Task requirements: Leaving the pictures out, transcribe the records below exactly.

(Stored data)

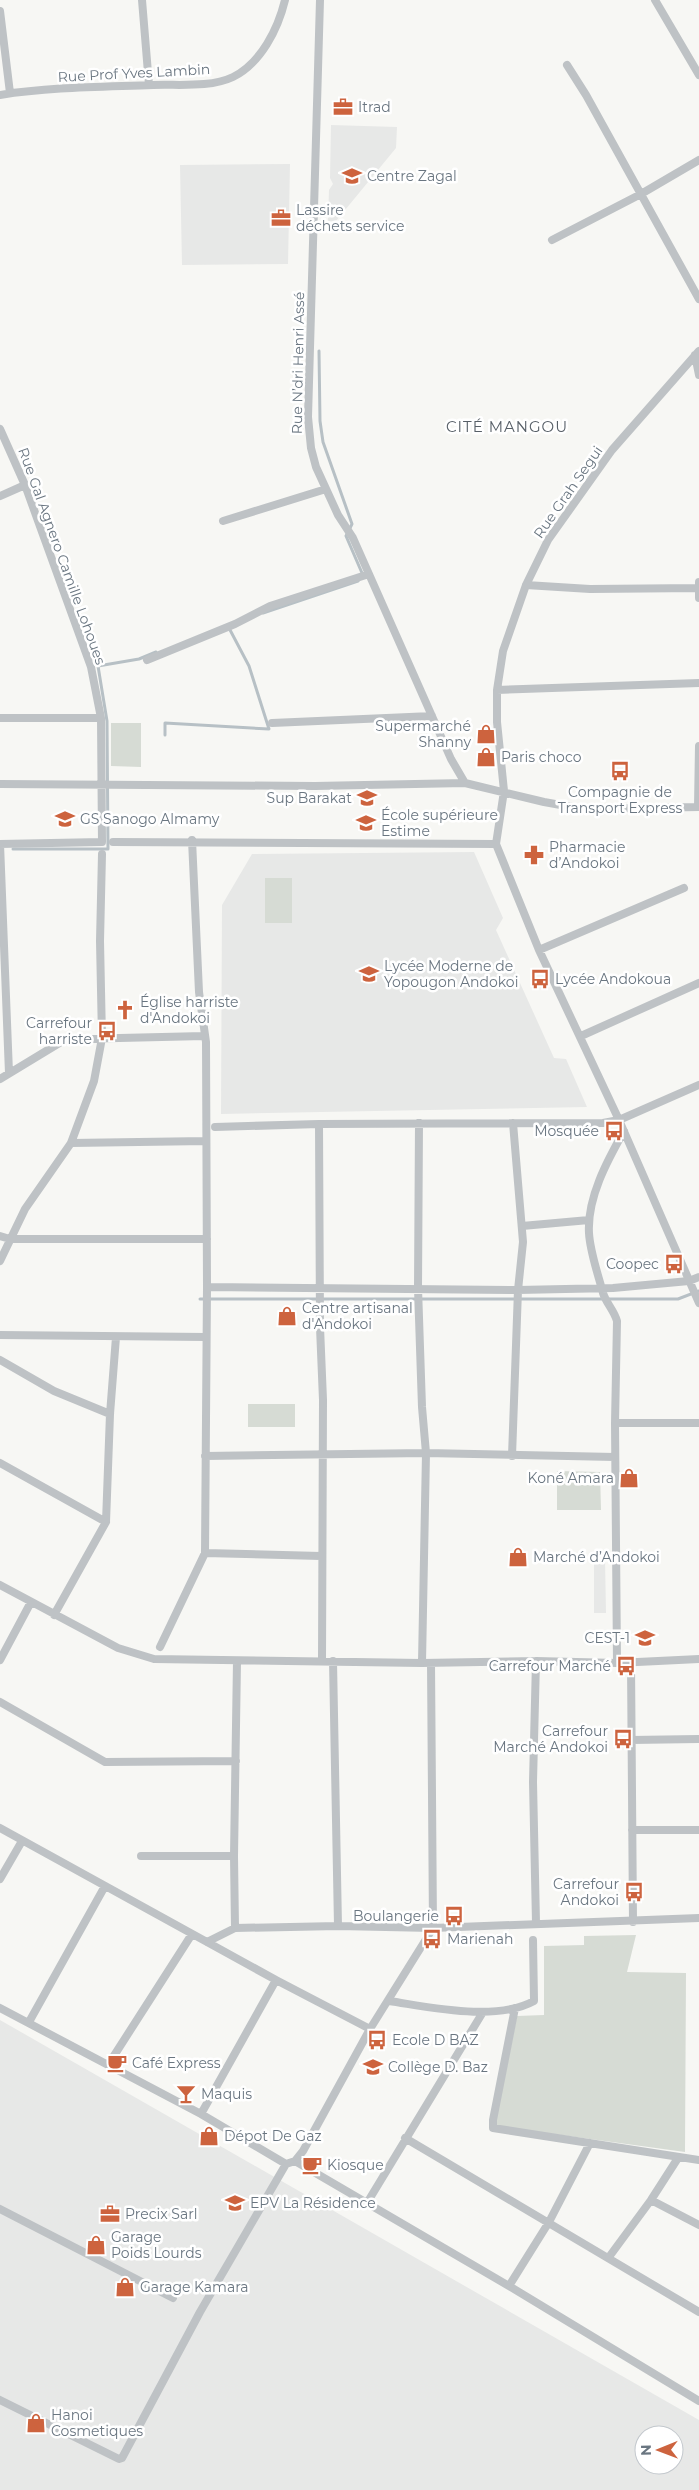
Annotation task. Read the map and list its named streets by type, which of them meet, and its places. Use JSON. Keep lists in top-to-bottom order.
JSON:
{
  "streets": {
    "street": [
      "Rue Prof Yves Lambin",
      "Rue N’dri Henri Assé",
      "Rue Grah Segui",
      "Rue Gal Agnero Camille Lohoues"
    ]
  },
  "districts": ["CITÉ MANGOU"],
  "places": {
    "office": ["Itrad", "Lassire déchets service", "Precix Sarl"],
    "school or university": [
      "Centre Zagal",
      "Sup Barakat",
      "GS Sanogo Almamy",
      "École supérieure Estime",
      "Lycée Moderne de Yopougon Andokoi",
      "CEST-1",
      "Collège D. Baz",
      "EPV La Résidence"
    ],
    "shop": [
      "Supermarché Shanny",
      "Paris choco",
      "Centre artisanal d'Andokoi",
      "Koné Amara",
      "Marché d’Andokoi",
      "Dépot De Gaz",
      "Garage Poids Lourds",
      "Garage Kamara",
      "Hanoi Cosmetiques"
    ],
    "bus stop": [
      "Compagnie de Transport Express",
      "Lycée Andokoua",
      "Carrefour harriste",
      "Mosquée",
      "Coopec",
      "Carrefour Marché",
      "Carrefour Marché Andokoi",
      "Carrefour Andokoi",
      "Boulangerie",
      "Marienah",
      "Ecole D BAZ"
    ],
    "pharmacy": ["Pharmacie d’Andokoi"],
    "church": ["Église harriste d'Andokoi"],
    "cafe": ["Café Express", "Kiosque"],
    "bar": ["Maquis"]
  },
  "north": "left"
}
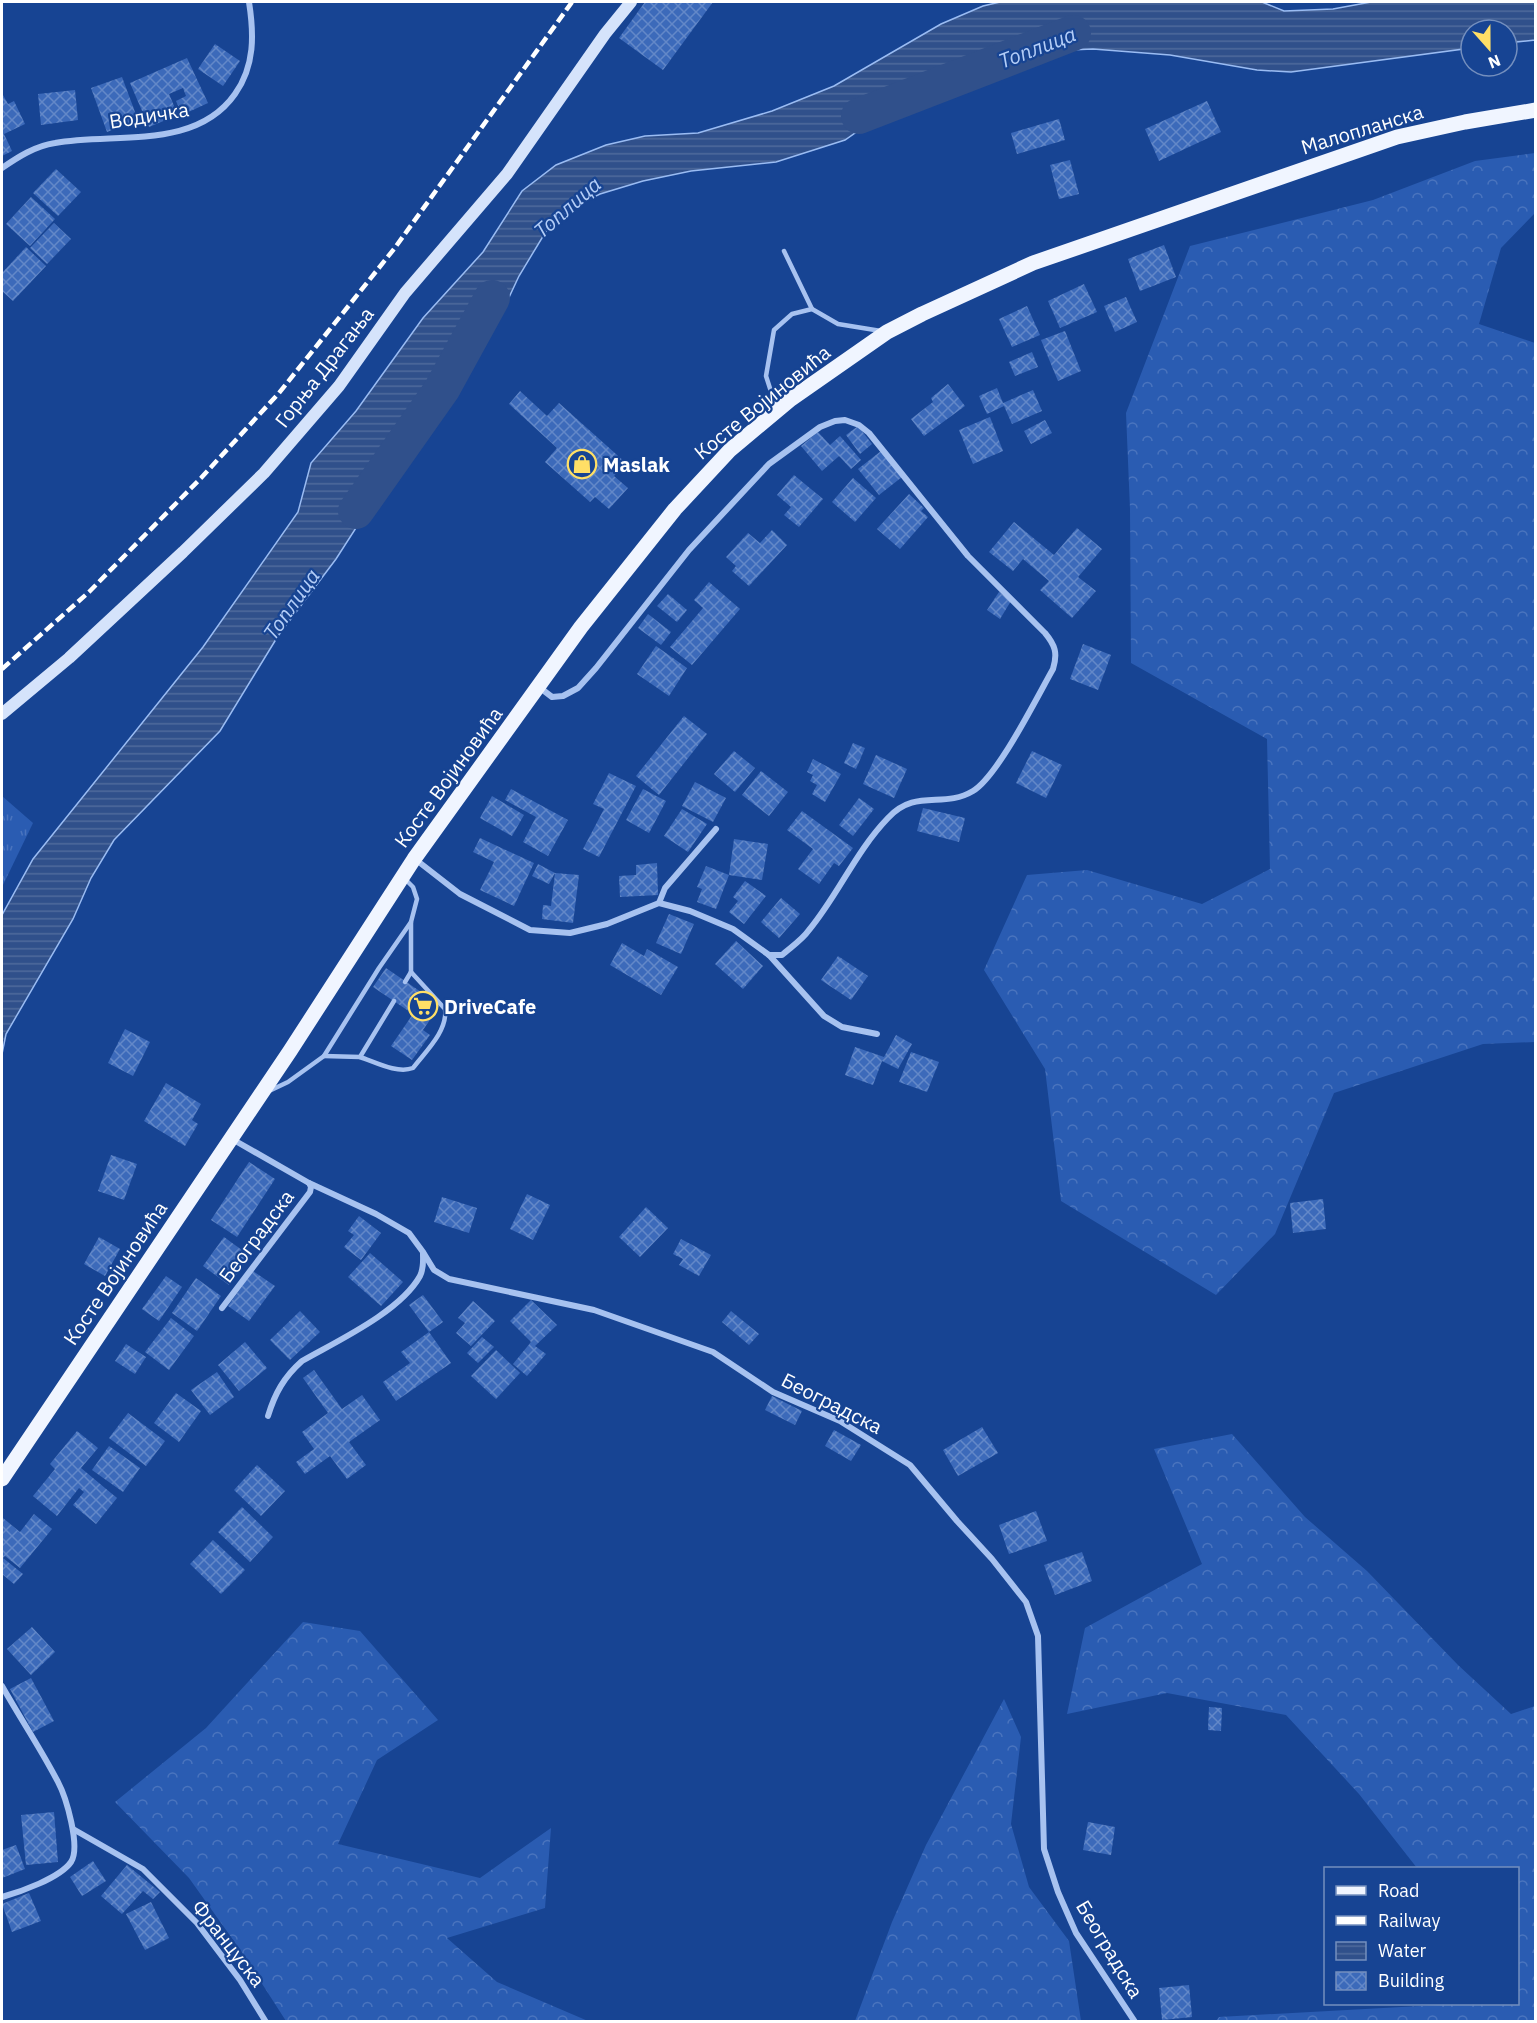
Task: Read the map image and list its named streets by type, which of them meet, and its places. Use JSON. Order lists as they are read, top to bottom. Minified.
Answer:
{"streets":{"main road":["Малопланска","Косте Војиновића"],"street":["Водичка","Горња Драгања","Београдска","Француска"]},"crossings":[["Малопланска","Косте Војиновића"],["Косте Војиновића","Београдска"]],"water":["Топлица"],"places":{"shop":["Maslak"],"supermarket":["DriveCafe"]},"legend":["Road","Railway","Water","Building"],"north":"bottom"}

Response below:
Annotation task. Read the map and list its named streets by type, which of them meet, and its places. Use JSON. Keep lists in top-to-bottom order.
JSON:
{
  "streets": {
    "street": [
      "Rue Prof Yves Lambin",
      "Rue N’dri Henri Assé",
      "Rue Grah Segui",
      "Rue Gal Agnero Camille Lohoues"
    ]
  },
  "districts": ["CITÉ MANGOU"],
  "places": {
    "office": ["Itrad", "Lassire déchets service", "Precix Sarl"],
    "school or university": [
      "Centre Zagal",
      "Sup Barakat",
      "GS Sanogo Almamy",
      "École supérieure Estime",
      "Lycée Moderne de Yopougon Andokoi",
      "CEST-1",
      "Collège D. Baz",
      "EPV La Résidence"
    ],
    "shop": [
      "Supermarché Shanny",
      "Paris choco",
      "Centre artisanal d'Andokoi",
      "Koné Amara",
      "Marché d’Andokoi",
      "Dépot De Gaz",
      "Garage Poids Lourds",
      "Garage Kamara",
      "Hanoi Cosmetiques"
    ],
    "bus stop": [
      "Compagnie de Transport Express",
      "Lycée Andokoua",
      "Carrefour harriste",
      "Mosquée",
      "Coopec",
      "Carrefour Marché",
      "Carrefour Marché Andokoi",
      "Carrefour Andokoi",
      "Boulangerie",
      "Marienah",
      "Ecole D BAZ"
    ],
    "pharmacy": ["Pharmacie d’Andokoi"],
    "church": ["Église harriste d'Andokoi"],
    "cafe": ["Café Express", "Kiosque"],
    "bar": ["Maquis"]
  },
  "north": "left"
}
Task: Read the map image and list its named streets by type, which of them meet, and its places. Use JSON. Order lists as they are read, top to bottom. Minified.
Answer:
{"streets":{"main road":["Малопланска","Косте Војиновића"],"street":["Водичка","Горња Драгања","Београдска","Француска"]},"crossings":[["Малопланска","Косте Војиновића"],["Косте Војиновића","Београдска"]],"water":["Топлица"],"places":{"shop":["Maslak"],"supermarket":["DriveCafe"]},"legend":["Road","Railway","Water","Building"],"north":"bottom"}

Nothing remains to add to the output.